WHAT IS BEING ASKED:
Among the entries below, take the line with "g.lineWidth = 4;" and the line with "M600 9H770V788L726 569", and output them and every line between them exactly, with nothing else.

___ GIVEN DATA ___

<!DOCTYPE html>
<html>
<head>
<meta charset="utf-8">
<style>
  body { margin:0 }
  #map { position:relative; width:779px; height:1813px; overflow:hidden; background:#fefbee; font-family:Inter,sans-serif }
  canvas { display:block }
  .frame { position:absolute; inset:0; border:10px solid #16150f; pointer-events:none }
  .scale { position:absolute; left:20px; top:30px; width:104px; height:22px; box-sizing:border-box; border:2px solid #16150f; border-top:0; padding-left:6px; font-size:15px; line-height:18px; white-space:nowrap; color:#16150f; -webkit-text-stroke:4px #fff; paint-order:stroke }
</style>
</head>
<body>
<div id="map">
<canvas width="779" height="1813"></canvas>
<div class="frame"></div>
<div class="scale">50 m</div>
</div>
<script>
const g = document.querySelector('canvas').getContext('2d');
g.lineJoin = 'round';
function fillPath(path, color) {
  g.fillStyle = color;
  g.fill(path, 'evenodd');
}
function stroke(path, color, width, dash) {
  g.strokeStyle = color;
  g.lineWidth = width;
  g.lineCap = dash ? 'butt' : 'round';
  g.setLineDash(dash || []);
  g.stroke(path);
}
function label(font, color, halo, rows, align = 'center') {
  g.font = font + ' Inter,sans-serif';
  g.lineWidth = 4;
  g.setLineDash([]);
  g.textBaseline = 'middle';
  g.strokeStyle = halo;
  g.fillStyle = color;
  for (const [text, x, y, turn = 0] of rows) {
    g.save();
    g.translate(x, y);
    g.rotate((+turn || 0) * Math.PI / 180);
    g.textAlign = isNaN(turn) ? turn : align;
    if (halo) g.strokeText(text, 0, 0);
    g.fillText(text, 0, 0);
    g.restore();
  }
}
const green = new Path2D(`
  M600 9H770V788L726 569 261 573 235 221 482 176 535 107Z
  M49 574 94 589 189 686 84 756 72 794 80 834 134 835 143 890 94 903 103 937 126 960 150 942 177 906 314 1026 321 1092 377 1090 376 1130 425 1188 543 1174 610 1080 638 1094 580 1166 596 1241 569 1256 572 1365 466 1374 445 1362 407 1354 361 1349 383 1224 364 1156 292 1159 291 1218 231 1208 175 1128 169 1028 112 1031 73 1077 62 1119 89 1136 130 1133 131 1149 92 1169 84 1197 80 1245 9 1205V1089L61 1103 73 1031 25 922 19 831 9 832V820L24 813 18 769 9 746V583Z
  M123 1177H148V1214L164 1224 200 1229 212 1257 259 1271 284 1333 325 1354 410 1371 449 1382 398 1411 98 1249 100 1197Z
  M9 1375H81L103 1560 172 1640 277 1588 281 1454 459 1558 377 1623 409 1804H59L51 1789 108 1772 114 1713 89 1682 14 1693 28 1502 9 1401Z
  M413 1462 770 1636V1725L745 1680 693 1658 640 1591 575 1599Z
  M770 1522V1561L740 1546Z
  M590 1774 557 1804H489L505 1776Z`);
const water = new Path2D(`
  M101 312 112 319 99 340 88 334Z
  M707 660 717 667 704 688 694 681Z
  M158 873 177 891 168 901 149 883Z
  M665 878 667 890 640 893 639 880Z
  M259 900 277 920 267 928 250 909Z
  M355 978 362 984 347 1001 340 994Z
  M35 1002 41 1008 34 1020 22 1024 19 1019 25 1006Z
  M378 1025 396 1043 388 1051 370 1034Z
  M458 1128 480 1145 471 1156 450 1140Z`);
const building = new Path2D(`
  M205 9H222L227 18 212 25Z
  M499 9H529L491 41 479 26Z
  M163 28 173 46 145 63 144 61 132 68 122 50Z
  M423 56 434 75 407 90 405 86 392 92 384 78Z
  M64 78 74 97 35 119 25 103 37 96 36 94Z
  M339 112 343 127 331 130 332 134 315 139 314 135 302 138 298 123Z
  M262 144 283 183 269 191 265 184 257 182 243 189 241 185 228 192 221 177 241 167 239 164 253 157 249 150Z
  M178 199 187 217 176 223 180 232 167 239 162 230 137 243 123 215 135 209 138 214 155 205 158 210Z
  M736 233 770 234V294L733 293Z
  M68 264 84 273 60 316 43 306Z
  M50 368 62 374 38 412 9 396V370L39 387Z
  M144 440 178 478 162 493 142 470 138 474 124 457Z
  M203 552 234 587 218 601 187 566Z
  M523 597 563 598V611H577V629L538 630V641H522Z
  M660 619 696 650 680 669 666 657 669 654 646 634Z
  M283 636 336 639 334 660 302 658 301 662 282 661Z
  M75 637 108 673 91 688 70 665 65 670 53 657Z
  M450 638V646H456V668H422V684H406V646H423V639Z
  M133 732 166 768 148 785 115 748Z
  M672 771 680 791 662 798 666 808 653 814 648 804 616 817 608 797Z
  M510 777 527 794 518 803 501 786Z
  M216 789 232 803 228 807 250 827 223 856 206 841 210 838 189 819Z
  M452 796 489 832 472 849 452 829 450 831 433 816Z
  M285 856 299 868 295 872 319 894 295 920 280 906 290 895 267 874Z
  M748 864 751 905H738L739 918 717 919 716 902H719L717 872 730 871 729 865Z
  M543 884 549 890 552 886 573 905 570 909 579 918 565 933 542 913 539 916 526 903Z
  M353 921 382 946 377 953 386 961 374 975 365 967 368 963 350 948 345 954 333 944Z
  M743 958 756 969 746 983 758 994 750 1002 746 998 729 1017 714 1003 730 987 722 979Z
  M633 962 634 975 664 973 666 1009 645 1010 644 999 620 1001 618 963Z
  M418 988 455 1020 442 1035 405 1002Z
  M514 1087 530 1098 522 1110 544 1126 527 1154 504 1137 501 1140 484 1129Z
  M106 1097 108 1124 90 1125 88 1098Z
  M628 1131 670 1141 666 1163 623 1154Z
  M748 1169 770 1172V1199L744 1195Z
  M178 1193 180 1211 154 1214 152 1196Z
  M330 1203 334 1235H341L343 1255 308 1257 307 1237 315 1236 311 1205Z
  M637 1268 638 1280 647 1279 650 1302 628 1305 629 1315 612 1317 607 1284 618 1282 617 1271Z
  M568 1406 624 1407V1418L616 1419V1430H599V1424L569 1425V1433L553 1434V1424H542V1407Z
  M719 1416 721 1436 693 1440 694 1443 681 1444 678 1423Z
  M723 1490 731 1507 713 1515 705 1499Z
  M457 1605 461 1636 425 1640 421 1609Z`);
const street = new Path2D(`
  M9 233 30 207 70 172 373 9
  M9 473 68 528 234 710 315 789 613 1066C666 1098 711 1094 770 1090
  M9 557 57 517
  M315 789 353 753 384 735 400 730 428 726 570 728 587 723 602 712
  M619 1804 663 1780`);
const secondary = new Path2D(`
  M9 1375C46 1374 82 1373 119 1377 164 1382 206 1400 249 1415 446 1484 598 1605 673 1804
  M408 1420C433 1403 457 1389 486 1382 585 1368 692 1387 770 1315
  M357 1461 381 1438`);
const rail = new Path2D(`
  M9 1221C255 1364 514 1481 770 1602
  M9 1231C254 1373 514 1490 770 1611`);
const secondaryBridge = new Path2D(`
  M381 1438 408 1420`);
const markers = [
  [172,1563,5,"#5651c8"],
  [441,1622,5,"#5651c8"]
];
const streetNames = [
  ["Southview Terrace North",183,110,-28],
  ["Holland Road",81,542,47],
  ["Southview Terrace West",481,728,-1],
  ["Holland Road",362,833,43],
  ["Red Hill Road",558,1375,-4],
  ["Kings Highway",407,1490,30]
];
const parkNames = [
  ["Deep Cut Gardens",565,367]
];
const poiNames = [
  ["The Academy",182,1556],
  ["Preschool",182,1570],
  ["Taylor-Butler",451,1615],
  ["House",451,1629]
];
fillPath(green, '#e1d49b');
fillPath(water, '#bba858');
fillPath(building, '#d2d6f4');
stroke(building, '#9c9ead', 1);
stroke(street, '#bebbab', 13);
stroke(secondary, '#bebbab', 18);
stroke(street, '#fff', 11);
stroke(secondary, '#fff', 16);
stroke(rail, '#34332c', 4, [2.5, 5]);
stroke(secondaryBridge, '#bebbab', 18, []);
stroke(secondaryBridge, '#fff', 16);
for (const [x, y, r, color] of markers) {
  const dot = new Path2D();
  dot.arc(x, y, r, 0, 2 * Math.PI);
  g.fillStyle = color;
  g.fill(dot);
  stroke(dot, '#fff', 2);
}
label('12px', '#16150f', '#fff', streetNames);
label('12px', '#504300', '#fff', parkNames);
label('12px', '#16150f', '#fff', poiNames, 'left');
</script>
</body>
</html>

___

REPLY TO THE EXERCISE:
  g.lineWidth = 4;
  g.setLineDash([]);
  g.textBaseline = 'middle';
  g.strokeStyle = halo;
  g.fillStyle = color;
  for (const [text, x, y, turn = 0] of rows) {
    g.save();
    g.translate(x, y);
    g.rotate((+turn || 0) * Math.PI / 180);
    g.textAlign = isNaN(turn) ? turn : align;
    if (halo) g.strokeText(text, 0, 0);
    g.fillText(text, 0, 0);
    g.restore();
  }
}
const green = new Path2D(`
  M600 9H770V788L726 569 261 573 235 221 482 176 535 107Z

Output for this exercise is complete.